▶ DATA SUPPLIED:

::::::

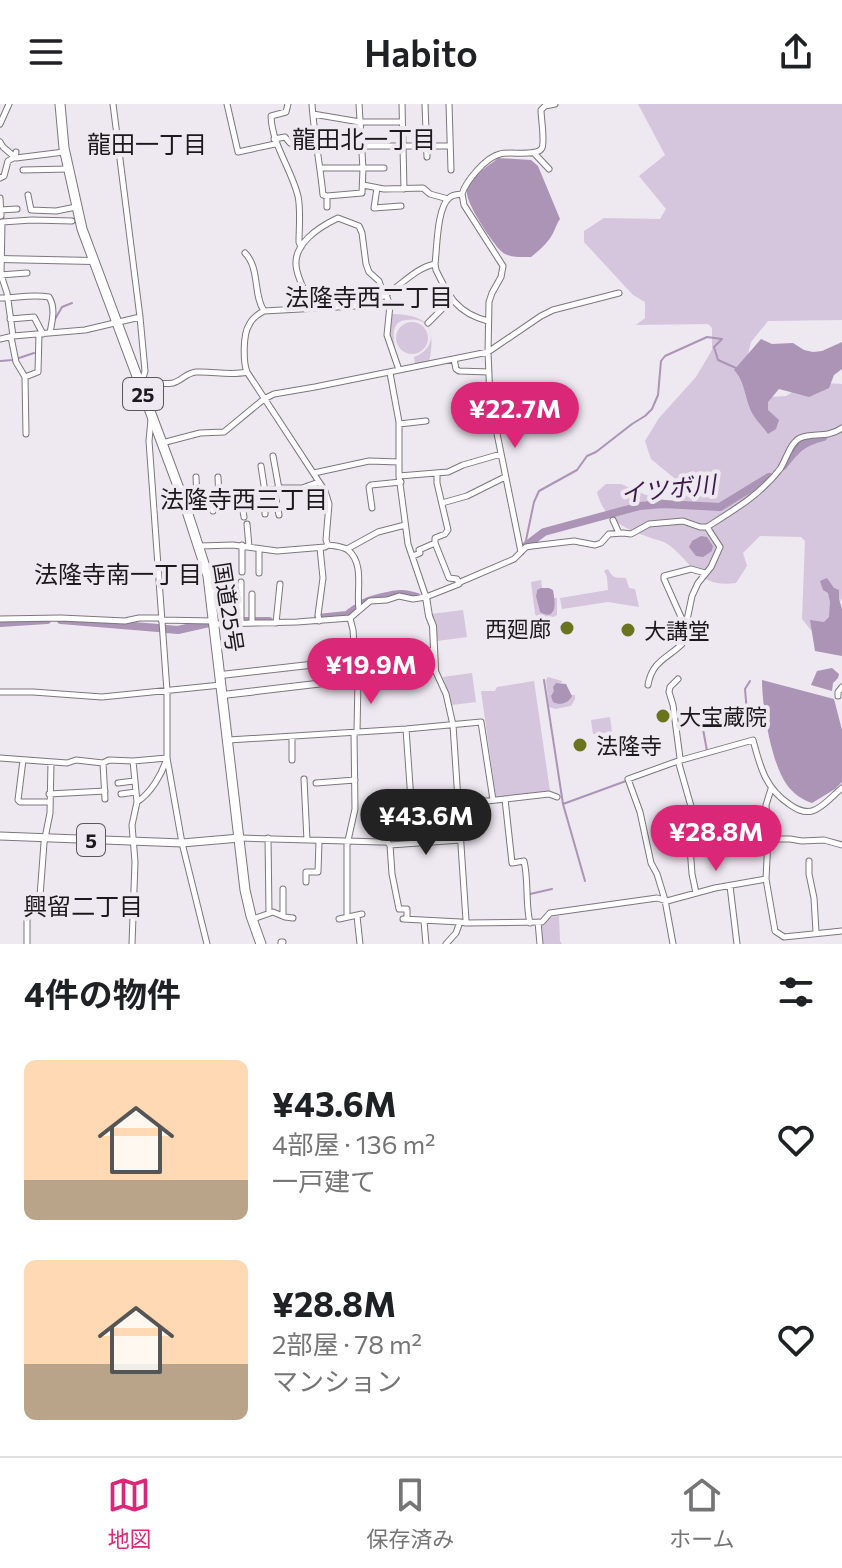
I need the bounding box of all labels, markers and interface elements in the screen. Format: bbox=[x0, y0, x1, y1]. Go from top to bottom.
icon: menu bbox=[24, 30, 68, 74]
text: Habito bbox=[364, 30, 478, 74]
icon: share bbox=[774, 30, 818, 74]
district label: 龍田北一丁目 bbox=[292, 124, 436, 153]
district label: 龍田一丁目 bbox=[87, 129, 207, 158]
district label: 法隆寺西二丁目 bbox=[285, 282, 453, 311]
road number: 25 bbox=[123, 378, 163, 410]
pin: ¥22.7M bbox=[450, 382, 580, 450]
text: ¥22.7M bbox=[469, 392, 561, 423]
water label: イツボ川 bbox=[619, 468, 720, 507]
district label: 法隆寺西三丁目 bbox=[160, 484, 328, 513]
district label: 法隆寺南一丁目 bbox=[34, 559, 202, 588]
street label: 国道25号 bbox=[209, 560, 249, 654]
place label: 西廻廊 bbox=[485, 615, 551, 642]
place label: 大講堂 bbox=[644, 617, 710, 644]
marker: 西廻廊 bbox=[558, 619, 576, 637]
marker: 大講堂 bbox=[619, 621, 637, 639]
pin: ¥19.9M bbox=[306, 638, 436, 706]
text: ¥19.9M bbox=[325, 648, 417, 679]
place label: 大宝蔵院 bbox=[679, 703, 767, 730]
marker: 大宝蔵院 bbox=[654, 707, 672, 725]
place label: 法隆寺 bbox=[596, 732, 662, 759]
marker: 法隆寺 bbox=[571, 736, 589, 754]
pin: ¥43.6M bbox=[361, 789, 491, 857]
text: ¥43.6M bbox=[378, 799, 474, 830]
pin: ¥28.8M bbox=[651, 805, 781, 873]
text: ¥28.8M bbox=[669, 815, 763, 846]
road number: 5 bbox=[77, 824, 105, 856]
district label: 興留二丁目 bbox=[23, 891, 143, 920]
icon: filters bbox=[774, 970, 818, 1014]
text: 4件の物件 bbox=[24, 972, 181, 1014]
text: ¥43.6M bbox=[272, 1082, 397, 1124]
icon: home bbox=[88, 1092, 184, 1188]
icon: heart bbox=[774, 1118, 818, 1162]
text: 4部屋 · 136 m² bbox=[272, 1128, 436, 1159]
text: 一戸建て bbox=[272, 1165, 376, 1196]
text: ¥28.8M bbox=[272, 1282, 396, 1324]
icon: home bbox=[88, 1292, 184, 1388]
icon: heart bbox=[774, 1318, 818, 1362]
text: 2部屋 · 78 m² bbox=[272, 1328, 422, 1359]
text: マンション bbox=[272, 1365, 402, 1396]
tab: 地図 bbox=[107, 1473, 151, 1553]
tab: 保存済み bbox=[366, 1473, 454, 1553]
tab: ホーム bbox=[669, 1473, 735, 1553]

::::::

▶ DESCRIPTION OF THE TASK: Leaving the pictures out, output the material exactly as it appears.

▶ YOUR RESPONSE:
I need the bounding box of all labels, markers and interface elements in the screen. Format: bbox=[x0, y0, x1, y1]. Go from top to bottom.
icon: menu bbox=[24, 30, 68, 74]
text: Habito bbox=[364, 30, 478, 74]
icon: share bbox=[774, 30, 818, 74]
district label: 龍田北一丁目 bbox=[292, 124, 436, 153]
district label: 龍田一丁目 bbox=[87, 129, 207, 158]
district label: 法隆寺西二丁目 bbox=[285, 282, 453, 311]
road number: 25 bbox=[123, 378, 163, 410]
pin: ¥22.7M bbox=[450, 382, 580, 450]
text: ¥22.7M bbox=[469, 392, 561, 423]
water label: イツボ川 bbox=[619, 468, 720, 507]
district label: 法隆寺西三丁目 bbox=[160, 484, 328, 513]
district label: 法隆寺南一丁目 bbox=[34, 559, 202, 588]
street label: 国道25号 bbox=[209, 560, 249, 654]
place label: 西廻廊 bbox=[485, 615, 551, 642]
place label: 大講堂 bbox=[644, 617, 710, 644]
marker: 西廻廊 bbox=[558, 619, 576, 637]
marker: 大講堂 bbox=[619, 621, 637, 639]
pin: ¥19.9M bbox=[306, 638, 436, 706]
text: ¥19.9M bbox=[325, 648, 417, 679]
place label: 大宝蔵院 bbox=[679, 703, 767, 730]
marker: 大宝蔵院 bbox=[654, 707, 672, 725]
place label: 法隆寺 bbox=[596, 732, 662, 759]
marker: 法隆寺 bbox=[571, 736, 589, 754]
pin: ¥43.6M bbox=[361, 789, 491, 857]
text: ¥43.6M bbox=[378, 799, 474, 830]
pin: ¥28.8M bbox=[651, 805, 781, 873]
text: ¥28.8M bbox=[669, 815, 763, 846]
road number: 5 bbox=[77, 824, 105, 856]
district label: 興留二丁目 bbox=[23, 891, 143, 920]
icon: filters bbox=[774, 970, 818, 1014]
text: 4件の物件 bbox=[24, 972, 181, 1014]
text: ¥43.6M bbox=[272, 1082, 397, 1124]
icon: home bbox=[88, 1092, 184, 1188]
icon: heart bbox=[774, 1118, 818, 1162]
text: 4部屋 · 136 m² bbox=[272, 1128, 436, 1159]
text: 一戸建て bbox=[272, 1165, 376, 1196]
text: ¥28.8M bbox=[272, 1282, 396, 1324]
icon: home bbox=[88, 1292, 184, 1388]
icon: heart bbox=[774, 1318, 818, 1362]
text: 2部屋 · 78 m² bbox=[272, 1328, 422, 1359]
text: マンション bbox=[272, 1365, 402, 1396]
tab: 地図 bbox=[107, 1473, 151, 1553]
tab: 保存済み bbox=[366, 1473, 454, 1553]
tab: ホーム bbox=[669, 1473, 735, 1553]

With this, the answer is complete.